The way I got into this work was through my love of the water. I’ve always known it was where I belonged. Given that I was born and raised in Cleveland, Ohio, home of one of the least inspiring of the not-all-that-interesting Great Lakes, I’ve had to work pretty hard to get to where I belong. But I did it. Right after college, my Stanford marine biology degree in hand, I got an unpaid internship at the Shedd Aquarium in Chicago working with the marine mammals. I worked in a Starbucks and ate a lot of ramen noodles for those five months but I was the happiest I’ve ever been. It was a lot of schlepping, a lot of cleaning up, and maintenance but I got to work with the dolphins sometimes and touch their smooth gray skin. They felt like heaven to me. I was one hell of an intern. Miraculously, when my 20 weeks were up one of the full-time animal trainers quit and they asked me to stay on. This job allowed me to get to know the dolphins—their personalities, their quirks, everything about them. It was wonderful. Part of the job was of course, learning how to get the dolphins to do tricks—we weren’t supposed to call them tricks—they were behaviors. It’s true, we never made them do anything they wouldn’t have done in the wild—and they didn’t always cooperate. But when they did the crowd always responded like they were tricks done especially for them.
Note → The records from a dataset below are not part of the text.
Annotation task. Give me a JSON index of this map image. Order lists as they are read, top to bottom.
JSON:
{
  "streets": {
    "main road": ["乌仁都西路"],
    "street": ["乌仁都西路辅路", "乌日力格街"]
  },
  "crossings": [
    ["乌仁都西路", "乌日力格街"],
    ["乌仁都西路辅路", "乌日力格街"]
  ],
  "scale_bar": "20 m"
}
I loved working there. I didn’t even mind diving to scrape the algae off the sides of the tank (one of the nasty jobs that rotated among the junior staff) The Shedd is spectacular. It was built in 1929. The ceiling is like a cathedral covered with images of sea life instead of Jesus: simple, earnest paintings of starfish and turtles and fish. There are bas-relief of sea shells—the whole building has that temple-like grandeur that buildings of that time have. Every day I walked in looking up over my head, open mouthed, like a little kid.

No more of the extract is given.